> [Dataset content]
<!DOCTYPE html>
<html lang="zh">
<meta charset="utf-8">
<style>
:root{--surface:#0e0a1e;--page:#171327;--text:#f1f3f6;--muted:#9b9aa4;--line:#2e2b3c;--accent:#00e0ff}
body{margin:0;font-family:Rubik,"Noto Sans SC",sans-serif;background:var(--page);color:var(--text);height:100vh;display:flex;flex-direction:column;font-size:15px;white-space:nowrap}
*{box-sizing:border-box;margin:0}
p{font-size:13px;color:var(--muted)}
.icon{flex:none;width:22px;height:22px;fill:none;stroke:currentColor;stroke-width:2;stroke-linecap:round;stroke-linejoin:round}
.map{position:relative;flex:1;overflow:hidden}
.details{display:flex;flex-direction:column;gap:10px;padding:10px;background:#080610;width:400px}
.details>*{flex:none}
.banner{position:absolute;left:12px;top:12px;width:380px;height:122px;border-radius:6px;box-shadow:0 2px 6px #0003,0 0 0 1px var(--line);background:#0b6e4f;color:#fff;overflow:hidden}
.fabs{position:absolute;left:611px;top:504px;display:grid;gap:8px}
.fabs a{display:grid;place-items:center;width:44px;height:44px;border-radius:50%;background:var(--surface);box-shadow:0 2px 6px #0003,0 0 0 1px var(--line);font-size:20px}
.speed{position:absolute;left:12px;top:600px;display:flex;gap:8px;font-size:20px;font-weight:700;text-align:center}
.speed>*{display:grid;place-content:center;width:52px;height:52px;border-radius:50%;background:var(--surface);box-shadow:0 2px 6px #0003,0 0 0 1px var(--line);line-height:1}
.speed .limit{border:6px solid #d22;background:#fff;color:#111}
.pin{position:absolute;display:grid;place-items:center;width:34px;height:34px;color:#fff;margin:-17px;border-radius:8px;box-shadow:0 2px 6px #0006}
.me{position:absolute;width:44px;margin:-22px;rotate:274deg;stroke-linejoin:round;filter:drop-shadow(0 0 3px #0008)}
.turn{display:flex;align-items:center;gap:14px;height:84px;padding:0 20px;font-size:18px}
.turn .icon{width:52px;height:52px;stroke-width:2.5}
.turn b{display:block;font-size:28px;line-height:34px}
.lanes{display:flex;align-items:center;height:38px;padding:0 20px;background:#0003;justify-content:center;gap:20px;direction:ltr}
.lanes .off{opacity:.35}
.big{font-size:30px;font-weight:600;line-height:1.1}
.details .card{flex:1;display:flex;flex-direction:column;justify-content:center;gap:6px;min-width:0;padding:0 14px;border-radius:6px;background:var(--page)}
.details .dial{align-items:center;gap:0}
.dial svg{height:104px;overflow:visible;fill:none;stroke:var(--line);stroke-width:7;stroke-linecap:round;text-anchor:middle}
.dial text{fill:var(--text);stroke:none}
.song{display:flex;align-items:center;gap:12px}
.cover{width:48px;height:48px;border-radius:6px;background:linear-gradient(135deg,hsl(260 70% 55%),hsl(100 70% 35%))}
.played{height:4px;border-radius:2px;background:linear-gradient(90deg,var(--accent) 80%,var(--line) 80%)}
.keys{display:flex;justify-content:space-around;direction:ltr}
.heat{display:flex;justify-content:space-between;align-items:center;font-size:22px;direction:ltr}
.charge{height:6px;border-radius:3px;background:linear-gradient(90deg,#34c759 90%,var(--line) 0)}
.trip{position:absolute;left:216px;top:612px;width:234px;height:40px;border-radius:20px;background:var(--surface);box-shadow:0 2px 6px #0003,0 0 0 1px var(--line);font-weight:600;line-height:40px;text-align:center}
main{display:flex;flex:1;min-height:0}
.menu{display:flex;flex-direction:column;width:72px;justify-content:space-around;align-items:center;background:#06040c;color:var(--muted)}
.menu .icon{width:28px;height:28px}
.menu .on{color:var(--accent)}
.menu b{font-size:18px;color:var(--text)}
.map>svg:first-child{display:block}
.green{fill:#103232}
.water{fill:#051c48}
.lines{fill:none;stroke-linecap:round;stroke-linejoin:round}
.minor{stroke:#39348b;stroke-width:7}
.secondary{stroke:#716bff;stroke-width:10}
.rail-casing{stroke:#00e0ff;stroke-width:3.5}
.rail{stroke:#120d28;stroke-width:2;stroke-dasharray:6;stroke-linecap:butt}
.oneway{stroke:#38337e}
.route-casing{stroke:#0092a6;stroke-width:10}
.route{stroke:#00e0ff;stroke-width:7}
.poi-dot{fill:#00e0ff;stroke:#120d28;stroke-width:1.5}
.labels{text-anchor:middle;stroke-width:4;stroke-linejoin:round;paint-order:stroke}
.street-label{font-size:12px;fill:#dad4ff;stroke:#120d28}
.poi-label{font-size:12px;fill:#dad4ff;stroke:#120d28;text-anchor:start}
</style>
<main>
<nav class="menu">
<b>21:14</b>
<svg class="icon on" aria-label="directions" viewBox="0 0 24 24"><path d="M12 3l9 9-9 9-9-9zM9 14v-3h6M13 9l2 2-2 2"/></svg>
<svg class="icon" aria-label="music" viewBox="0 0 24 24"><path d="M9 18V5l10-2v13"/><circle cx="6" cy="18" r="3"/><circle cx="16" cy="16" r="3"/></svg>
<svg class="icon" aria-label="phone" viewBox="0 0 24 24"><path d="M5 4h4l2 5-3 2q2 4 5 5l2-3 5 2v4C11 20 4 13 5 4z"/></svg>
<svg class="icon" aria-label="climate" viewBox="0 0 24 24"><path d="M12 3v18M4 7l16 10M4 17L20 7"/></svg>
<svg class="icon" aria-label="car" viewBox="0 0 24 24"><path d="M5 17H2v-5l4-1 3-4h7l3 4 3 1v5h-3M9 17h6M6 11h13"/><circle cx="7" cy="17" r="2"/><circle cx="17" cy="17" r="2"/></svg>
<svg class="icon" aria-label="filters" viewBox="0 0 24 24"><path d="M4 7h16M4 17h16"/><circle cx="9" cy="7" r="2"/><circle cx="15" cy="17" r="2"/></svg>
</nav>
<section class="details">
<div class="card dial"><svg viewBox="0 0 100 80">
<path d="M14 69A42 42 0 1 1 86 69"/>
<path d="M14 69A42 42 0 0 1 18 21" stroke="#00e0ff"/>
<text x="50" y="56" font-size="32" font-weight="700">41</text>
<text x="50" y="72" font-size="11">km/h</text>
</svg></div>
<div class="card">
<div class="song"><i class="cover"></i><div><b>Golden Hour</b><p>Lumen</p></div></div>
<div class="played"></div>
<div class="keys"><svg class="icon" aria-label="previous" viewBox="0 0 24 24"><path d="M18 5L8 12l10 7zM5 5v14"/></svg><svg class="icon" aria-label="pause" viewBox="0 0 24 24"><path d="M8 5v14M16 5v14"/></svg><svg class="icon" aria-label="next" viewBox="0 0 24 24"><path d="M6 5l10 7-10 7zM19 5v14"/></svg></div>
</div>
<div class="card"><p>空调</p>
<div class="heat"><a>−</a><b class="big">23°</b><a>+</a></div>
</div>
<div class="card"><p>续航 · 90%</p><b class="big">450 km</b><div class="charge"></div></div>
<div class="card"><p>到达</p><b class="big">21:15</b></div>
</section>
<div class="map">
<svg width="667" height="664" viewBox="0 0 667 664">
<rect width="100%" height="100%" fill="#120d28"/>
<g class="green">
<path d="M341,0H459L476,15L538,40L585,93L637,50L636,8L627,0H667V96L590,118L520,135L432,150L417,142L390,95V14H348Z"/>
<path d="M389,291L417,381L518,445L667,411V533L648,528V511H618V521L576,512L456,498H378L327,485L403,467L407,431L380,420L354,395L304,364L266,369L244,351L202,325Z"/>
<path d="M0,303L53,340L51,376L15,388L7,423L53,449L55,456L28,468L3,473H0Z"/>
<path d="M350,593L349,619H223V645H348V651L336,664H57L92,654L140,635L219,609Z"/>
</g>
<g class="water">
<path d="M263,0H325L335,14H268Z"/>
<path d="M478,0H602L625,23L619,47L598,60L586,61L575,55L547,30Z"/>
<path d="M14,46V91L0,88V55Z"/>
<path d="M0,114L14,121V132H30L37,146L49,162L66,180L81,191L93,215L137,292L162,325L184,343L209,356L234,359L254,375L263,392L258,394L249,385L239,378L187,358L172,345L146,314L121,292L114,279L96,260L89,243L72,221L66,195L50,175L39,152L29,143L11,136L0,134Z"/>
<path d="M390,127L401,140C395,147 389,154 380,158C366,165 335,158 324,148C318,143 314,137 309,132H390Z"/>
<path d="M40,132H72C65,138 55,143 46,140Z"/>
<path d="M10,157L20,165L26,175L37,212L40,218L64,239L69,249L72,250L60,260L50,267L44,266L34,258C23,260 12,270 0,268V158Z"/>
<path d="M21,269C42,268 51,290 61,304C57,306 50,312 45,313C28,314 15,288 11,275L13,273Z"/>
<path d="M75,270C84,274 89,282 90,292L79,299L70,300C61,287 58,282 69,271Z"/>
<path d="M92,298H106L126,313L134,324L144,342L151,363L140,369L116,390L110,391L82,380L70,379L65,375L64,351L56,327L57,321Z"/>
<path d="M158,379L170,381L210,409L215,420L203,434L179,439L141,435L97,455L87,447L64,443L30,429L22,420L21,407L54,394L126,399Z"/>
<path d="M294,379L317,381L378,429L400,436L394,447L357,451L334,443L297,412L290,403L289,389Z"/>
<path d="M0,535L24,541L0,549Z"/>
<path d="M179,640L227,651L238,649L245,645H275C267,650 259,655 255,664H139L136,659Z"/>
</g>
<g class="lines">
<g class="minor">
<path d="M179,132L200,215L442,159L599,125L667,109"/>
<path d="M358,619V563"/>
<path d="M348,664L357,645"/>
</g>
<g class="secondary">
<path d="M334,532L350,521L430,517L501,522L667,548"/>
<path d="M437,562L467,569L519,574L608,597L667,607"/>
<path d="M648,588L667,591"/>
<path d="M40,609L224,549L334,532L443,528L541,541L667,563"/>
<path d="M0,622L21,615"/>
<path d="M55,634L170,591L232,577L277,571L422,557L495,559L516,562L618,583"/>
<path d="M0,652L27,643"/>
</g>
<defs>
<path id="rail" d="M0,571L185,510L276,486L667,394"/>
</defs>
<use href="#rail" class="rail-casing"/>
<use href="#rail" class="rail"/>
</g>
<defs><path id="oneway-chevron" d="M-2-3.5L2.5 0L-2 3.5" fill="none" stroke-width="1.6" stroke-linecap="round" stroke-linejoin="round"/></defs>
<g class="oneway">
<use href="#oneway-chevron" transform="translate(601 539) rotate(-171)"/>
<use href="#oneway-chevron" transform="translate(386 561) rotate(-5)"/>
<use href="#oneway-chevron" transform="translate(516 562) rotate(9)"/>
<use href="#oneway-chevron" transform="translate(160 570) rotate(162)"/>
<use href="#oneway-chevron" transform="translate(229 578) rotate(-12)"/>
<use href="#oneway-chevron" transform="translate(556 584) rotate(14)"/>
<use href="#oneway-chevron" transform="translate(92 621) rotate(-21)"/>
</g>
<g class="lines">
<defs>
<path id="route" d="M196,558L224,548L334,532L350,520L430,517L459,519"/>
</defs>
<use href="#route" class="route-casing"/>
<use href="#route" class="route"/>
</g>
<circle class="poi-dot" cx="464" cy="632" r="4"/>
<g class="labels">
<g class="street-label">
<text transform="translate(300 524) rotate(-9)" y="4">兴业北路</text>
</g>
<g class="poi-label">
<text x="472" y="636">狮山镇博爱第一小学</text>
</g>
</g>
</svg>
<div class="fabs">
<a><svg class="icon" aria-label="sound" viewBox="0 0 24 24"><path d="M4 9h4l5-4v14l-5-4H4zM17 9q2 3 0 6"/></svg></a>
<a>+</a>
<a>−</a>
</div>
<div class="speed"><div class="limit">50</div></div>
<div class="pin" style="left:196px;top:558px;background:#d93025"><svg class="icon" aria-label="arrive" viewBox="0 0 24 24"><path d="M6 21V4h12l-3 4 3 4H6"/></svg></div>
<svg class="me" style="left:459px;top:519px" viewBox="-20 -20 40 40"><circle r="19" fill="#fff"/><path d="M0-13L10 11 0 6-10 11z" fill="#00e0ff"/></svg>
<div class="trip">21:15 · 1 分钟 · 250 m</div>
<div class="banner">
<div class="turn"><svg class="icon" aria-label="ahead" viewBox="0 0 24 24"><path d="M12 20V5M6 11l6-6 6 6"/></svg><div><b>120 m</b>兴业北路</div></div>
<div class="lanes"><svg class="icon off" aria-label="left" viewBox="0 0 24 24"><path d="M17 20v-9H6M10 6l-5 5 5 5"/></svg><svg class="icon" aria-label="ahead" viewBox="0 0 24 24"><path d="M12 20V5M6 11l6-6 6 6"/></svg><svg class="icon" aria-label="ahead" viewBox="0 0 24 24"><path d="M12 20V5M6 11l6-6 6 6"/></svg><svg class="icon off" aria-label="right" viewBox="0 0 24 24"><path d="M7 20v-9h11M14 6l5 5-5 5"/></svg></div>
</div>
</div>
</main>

> [Exercise prompt] Your answer is a single number: the count of lines in the records holding the string "around".

> [Result of this task] 2